Juanma Herzog

Personal information
- Full name: Juan Manuel Herzog González
- Date of birth: 13 May 2004 (age 22)
- Place of birth: Santa Cruz de Tenerife, Spain
- Height: 1.86 m (6 ft 1 in)
- Position: Centre-back

Team information
- Current team: Las Palmas
- Number: 15

Youth career
- 2021–2023: Las Palmas

Senior career*
- Years: Team / Apps / (Gls)
- 2023–2024: Las Palmas B / 23 / (0)
- 2023–: Las Palmas / 42 / (2)

International career^{‡}
- 2025–: Spain U21 / 4 / (0)

= Juanma Herzog =

Spanish footballer (born 2004)

Juan Manuel "Juanma" Herzog González (born 13 May 2004) is a Spanish professional footballer who plays for UD Las Palmas as a centre-back.

==Career==
Born in Santa Cruz de Tenerife, Canary Islands, Herzog was an UD Las Palmas youth graduate. After making the 2023 pre-season with the first team, he made his senior debut with the reserves on 10 September of that year, starting in a 2–1 Tercera Federación home win over UD Tamaraceite.
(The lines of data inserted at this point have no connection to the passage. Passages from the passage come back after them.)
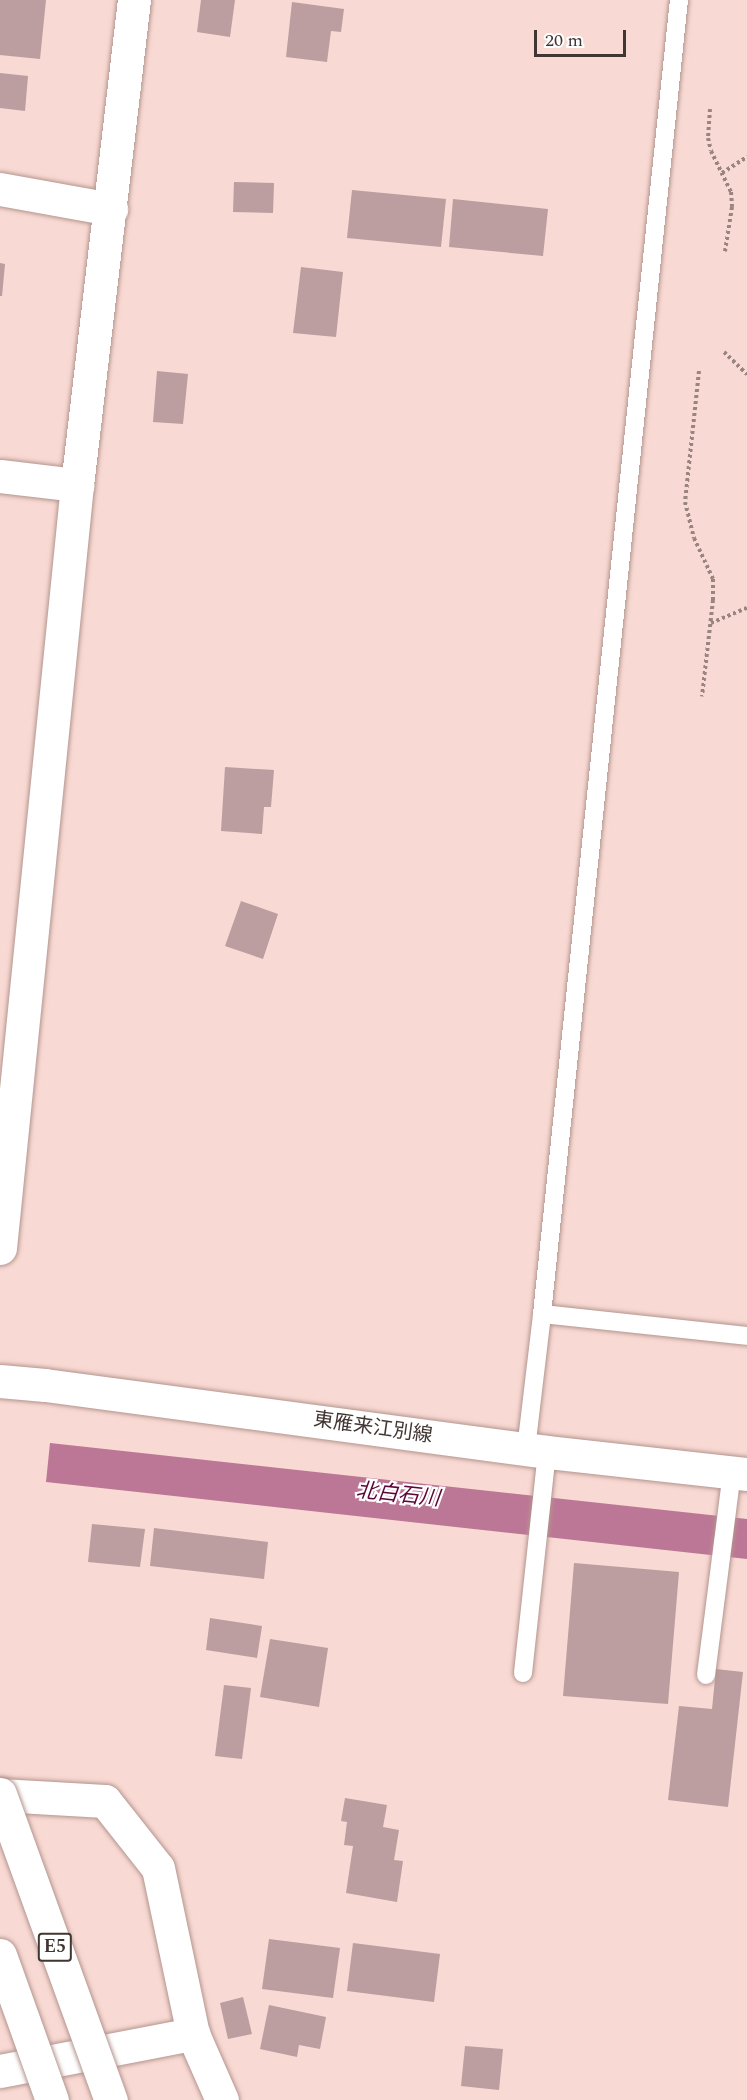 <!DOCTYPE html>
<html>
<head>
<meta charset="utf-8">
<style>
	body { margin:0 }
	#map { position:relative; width:747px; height:2100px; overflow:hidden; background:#f9d9d3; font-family:Spectral,"Noto Sans JP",serif }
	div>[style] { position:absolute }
	.water>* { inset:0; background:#bd7796 }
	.building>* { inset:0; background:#bc9da0 }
	.path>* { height:4px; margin-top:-2px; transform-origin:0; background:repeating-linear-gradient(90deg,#99847f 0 3px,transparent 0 6px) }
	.roads { filter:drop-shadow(0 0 2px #b3958f) drop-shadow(0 0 2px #b3958f) }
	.service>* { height:18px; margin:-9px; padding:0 9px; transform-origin:9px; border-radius:9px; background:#fff }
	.minor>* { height:33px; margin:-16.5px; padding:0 16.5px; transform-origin:16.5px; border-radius:16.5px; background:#fff }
	.tertiary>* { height:33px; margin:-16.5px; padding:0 16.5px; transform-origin:16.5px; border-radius:16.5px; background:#fff }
	.secondary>* { height:33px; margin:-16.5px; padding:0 16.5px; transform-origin:16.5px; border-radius:16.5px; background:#fff }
	.bridges { filter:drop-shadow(0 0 2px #b3958f) drop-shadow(0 0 2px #b3958f) }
	.motorway-bridge>* { height:33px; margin:-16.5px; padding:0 16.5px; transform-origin:16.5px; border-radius:16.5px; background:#fff }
	span { translate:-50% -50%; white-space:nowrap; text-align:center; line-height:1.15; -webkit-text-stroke:4.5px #fff; paint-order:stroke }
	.shield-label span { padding:2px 4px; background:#fff; border:2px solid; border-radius:4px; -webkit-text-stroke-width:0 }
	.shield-label { font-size:18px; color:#423633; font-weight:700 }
	.street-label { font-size:20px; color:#423633 }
	.water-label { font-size:21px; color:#5d0538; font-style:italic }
	.scale { position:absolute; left:534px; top:30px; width:92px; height:27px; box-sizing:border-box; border:3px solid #423633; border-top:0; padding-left:8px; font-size:18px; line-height:21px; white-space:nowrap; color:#423633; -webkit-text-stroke:4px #fff; paint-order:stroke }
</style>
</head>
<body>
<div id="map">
	<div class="water">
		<div style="clip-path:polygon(50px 1443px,747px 1519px,747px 1559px,46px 1482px)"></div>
	</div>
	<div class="building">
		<div style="clip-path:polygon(0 0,46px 0,40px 59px,0 55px)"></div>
		<div style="clip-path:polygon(201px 0,235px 0,230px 37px,197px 32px)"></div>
		<div style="clip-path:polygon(292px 2px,344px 9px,341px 32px,331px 31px,327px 62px,286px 57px)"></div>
		<div style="clip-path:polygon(0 73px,28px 76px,25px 111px,0 108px)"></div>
		<div style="clip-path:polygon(234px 182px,274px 183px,273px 213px,233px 212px)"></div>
		<div style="clip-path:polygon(352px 190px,446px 199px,441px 247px,347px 238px)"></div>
		<div style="clip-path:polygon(453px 199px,548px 209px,543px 256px,449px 247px)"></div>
		<div style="clip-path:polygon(0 263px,5px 264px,2px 296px,0 296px)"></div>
		<div style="clip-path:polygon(301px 267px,343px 272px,336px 337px,293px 333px)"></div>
		<div style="clip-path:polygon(157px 371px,188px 374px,183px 424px,153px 422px)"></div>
		<div style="clip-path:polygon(225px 767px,274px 770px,271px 807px,264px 807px,262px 834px,221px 831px)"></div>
		<div style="clip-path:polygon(241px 901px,278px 914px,263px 959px,225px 946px)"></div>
		<div style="clip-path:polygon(92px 1524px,145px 1529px,140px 1567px,88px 1562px)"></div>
		<div style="clip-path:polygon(154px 1528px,268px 1542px,264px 1579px,150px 1566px)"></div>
		<div style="clip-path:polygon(574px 1563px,679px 1572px,668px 1704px,563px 1696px)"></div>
		<div style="clip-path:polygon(210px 1618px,262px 1626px,257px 1658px,206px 1650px)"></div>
		<div style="clip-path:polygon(270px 1639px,328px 1648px,319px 1707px,260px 1697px)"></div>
		<div style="clip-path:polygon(716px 1669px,743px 1672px,728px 1807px,668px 1800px,679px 1706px,712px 1709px)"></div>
		<div style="clip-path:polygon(224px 1685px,251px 1688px,242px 1759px,215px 1756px)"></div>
		<div style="clip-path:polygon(345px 1798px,387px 1805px,383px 1827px,399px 1830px,394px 1860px,403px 1861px,397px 1902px,346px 1893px,353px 1846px,344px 1845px,347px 1822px,341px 1821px)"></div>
		<div style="clip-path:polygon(269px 1939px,340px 1948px,333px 1998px,262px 1989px)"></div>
		<div style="clip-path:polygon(353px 1943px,440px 1954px,434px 2002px,347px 1991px)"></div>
		<div style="clip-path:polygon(243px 1997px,252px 2034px,228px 2039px,220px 2003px)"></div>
		<div style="clip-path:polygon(269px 2005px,326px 2017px,320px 2049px,299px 2045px,297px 2057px,260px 2049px)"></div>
		<div style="clip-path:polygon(465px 2046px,503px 2049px,499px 2090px,461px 2086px)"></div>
	</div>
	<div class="path">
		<div style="left:710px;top:109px;width:29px;rotate:94deg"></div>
		<div style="left:708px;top:138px;width:13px;rotate:77deg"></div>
		<div style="left:711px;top:151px;width:46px;rotate:64deg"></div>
		<div style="left:731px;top:192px;width:15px;rotate:86deg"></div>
		<div style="left:732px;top:207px;width:45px;rotate:99deg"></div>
		<div style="left:722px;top:173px;width:30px;rotate:-33deg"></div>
		<div style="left:724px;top:352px;width:32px;rotate:44deg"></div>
		<div style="left:699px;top:371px;width:132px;rotate:96.1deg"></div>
		<div style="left:685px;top:502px;width:37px;rotate:76deg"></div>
		<div style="left:694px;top:538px;width:45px;rotate:65.1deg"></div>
		<div style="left:713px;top:579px;width:21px;rotate:90deg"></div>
		<div style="left:713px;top:600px;width:97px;rotate:96.5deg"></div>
		<div style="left:711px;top:623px;width:39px;rotate:-23deg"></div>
	</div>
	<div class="roads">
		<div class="service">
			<div style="left:542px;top:1314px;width:206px;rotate:6.1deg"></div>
			<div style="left:526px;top:1449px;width:136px;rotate:-83.2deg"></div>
			<div style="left:542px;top:1314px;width:1321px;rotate:-84.05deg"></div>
			<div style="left:523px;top:1673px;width:222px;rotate:-83.8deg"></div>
			<div style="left:706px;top:1675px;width:204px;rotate:-82.7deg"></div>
		</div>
		<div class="minor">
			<div style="left:0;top:189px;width:113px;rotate:10.2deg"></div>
			<div style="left:0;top:476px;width:78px;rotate:6.7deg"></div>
			<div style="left:0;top:1795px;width:105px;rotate:3.3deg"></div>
			<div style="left:105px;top:1801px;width:85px;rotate:51.7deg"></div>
			<div style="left:158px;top:1868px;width:170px;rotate:78.1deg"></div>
			<div style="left:193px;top:2034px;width:72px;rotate:66.3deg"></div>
			<div style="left:0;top:2071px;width:197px;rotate:-10.9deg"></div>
		</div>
		<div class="tertiary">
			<div style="left:0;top:1248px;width:767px;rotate:-84.24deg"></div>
			<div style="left:77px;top:485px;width:488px;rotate:-83.3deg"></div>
		</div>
		<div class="secondary">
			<div style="left:0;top:1381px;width:45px;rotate:5.1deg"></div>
			<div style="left:45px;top:1385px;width:506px;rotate:7.6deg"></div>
			<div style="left:547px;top:1452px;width:201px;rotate:6.3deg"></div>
		</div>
	</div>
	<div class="bridges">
		<div class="motorway-bridge">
			<div style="left:0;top:1794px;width:326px;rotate:70.1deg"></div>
			<div style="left:0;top:1955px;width:154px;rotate:70.3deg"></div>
		</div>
	</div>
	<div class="shield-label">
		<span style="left:55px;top:1947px">E5</span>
	</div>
	<div class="street-label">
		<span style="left:373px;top:1428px;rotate:8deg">東雁来江別線</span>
	</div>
	<div class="water-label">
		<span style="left:398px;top:1495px;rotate:6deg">北白石川</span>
	</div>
	<div class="scale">20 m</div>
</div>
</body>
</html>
Herzog made his first team debut on 31 October 2023, starting in a 3–0 away win over CE Manacor, for the season's Copa del Rey. He made his professional debut the following 7 January, playing the full 90 minutes in a 2–0 loss at rivals CD Tenerife, also for the national cup.

Herzog made his La Liga debut on 13 January 2024, starting and scoring Las Palmas' second in a 3–0 home win over Villarreal CF.

==Personal life==
Herzog is of German descent through his paternal grandfather.